New competitors are crossing traditional industry boundaries; policy supports more competition; technology itself enables new forms of competition; and all apps and services now essentially are part of a single “computing industry.”
First, all legacy revenue sources are diminishing, under direct and indirect product substitution (over the top apps and services) as well as changing consumer preferences (on demand services displacing linear; apps replacing carrier services).
Second, both technology and policy now allow a much-wider range of competitors to enter any market (Uber, Lyft, Airbnb, Travelocity, Netflix, Skype, Hangouts, Messenger, WhatsApp).
Third, Moore’s Law enables everything from cheaper devices to new delivery modes to use of resources that could not, in the past, be tapped.
Fourth, with the fundamental separation of apps from access, and with the rise of cloud-based app sourcing, every supplier now is, more or less, part of a bigger computing industry.
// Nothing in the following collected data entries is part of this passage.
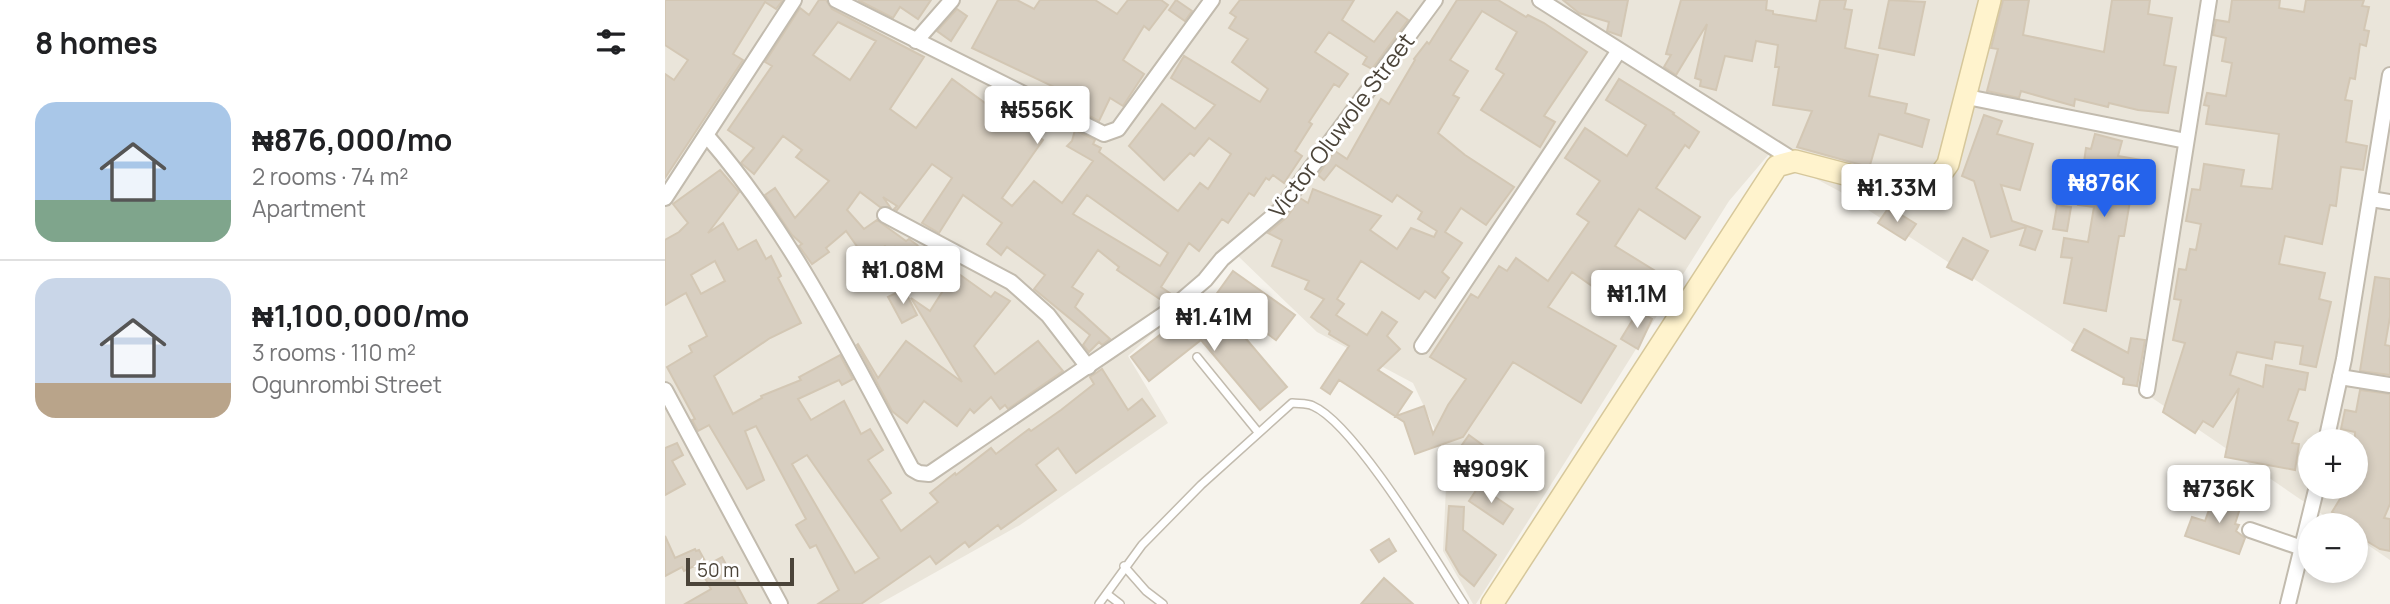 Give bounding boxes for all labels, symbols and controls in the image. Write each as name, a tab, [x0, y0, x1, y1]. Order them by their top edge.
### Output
text: 8 homes	[35, 22, 158, 63]
icon: filters	[592, 23, 630, 61]
street label: Victor Oluwole Street	[1261, 26, 1421, 224]
pin: ₦556K	[988, 86, 1086, 146]
text: ₦556K	[1001, 93, 1073, 125]
text: ₦876,000/mo	[252, 119, 452, 160]
icon: home	[91, 130, 175, 214]
text: 2 rooms · 74 m²	[252, 160, 408, 192]
pin: ₦876K	[2055, 160, 2153, 219]
pin: ₦1.33M	[1840, 164, 1954, 224]
text: ₦876K	[2068, 166, 2140, 198]
text: ₦1.33M	[1857, 171, 1937, 203]
text: Apartment	[252, 192, 366, 224]
pin: ₦1.08M	[846, 246, 960, 306]
text: ₦1.08M	[862, 253, 944, 285]
pin: ₦1.1M	[1588, 270, 1686, 330]
text: ₦1.1M	[1607, 277, 1667, 309]
pin: ₦1.41M	[1157, 294, 1271, 353]
text: ₦1,100,000/mo	[252, 295, 469, 336]
text: ₦1.41M	[1176, 300, 1252, 332]
icon: home	[91, 306, 175, 390]
text: 3 rooms · 110 m²	[252, 336, 416, 368]
text: Ogunrombi Street	[252, 368, 442, 400]
map controls	[2298, 429, 2368, 583]
button: +	[2298, 429, 2368, 499]
pin: ₦909K	[1442, 446, 1540, 505]
text: ₦909K	[1453, 452, 1529, 484]
pin: ₦736K	[2170, 466, 2268, 525]
text: ₦736K	[2183, 472, 2255, 504]
button: −	[2298, 513, 2368, 583]
scale bar	[686, 555, 795, 587]
text: 50 m	[697, 557, 739, 583]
That Google and Facebook--both technology companies--have business models based on advertising provides one clear example.
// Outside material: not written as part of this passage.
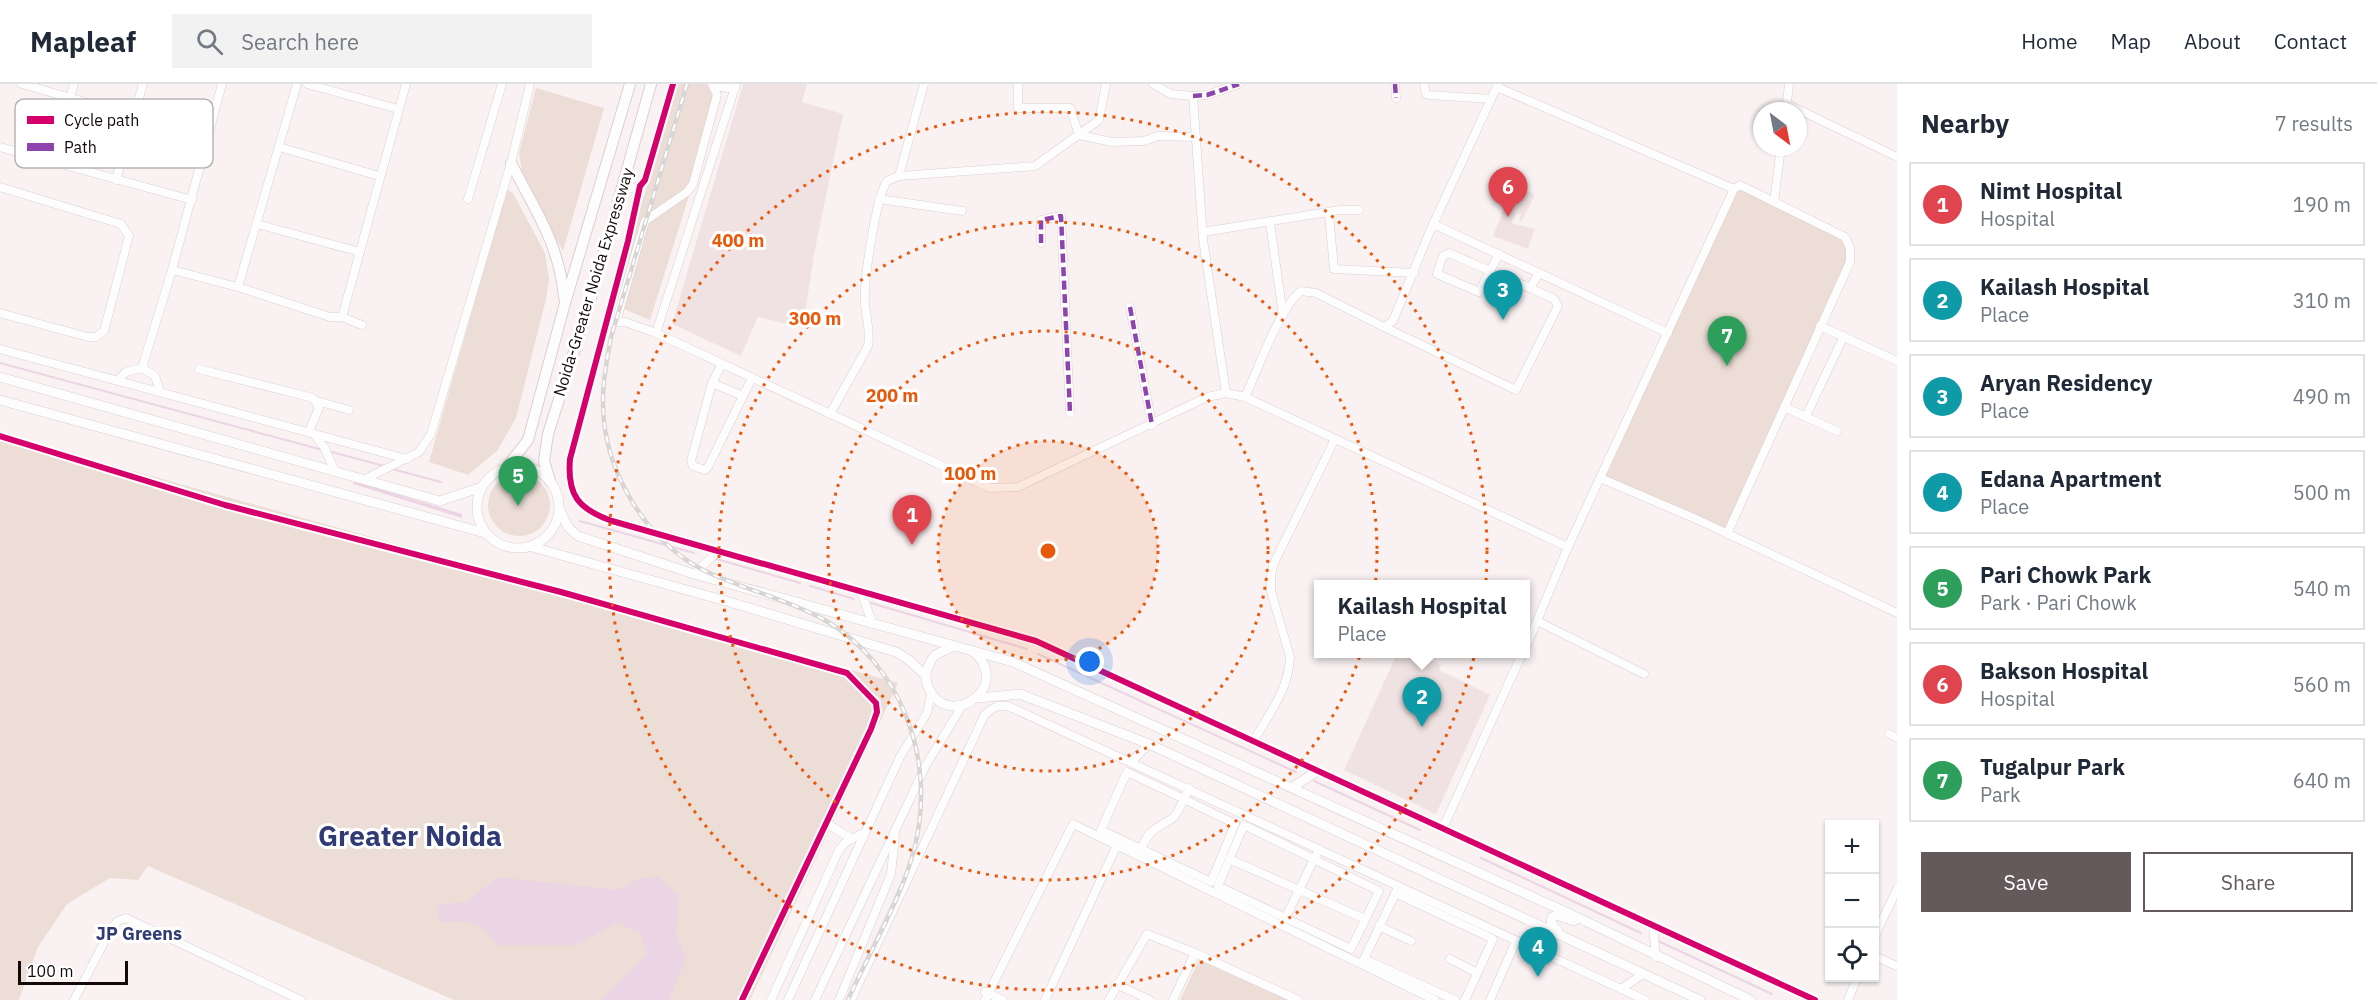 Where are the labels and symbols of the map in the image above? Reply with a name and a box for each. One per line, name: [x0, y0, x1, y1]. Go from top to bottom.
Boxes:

On that last point, consider what personal computer manufacturers have faced, namely a relative devaluing of hardware in favor of software. Computing operations now are “commoditized,” with resultant lower profit margins and gross revenue.
“Our historical industry categories obscure a bigger reality: we are all just part of a distributed computing industry,” says consultant Martin Geddes.
If access providers now are akin to hardware suppliers in the computing industry (they enable apps and computing resources to be used), then both revenue diminution and profit pressures are to be expected.
And that is why the discovery of big new replacement revenue sources is so important.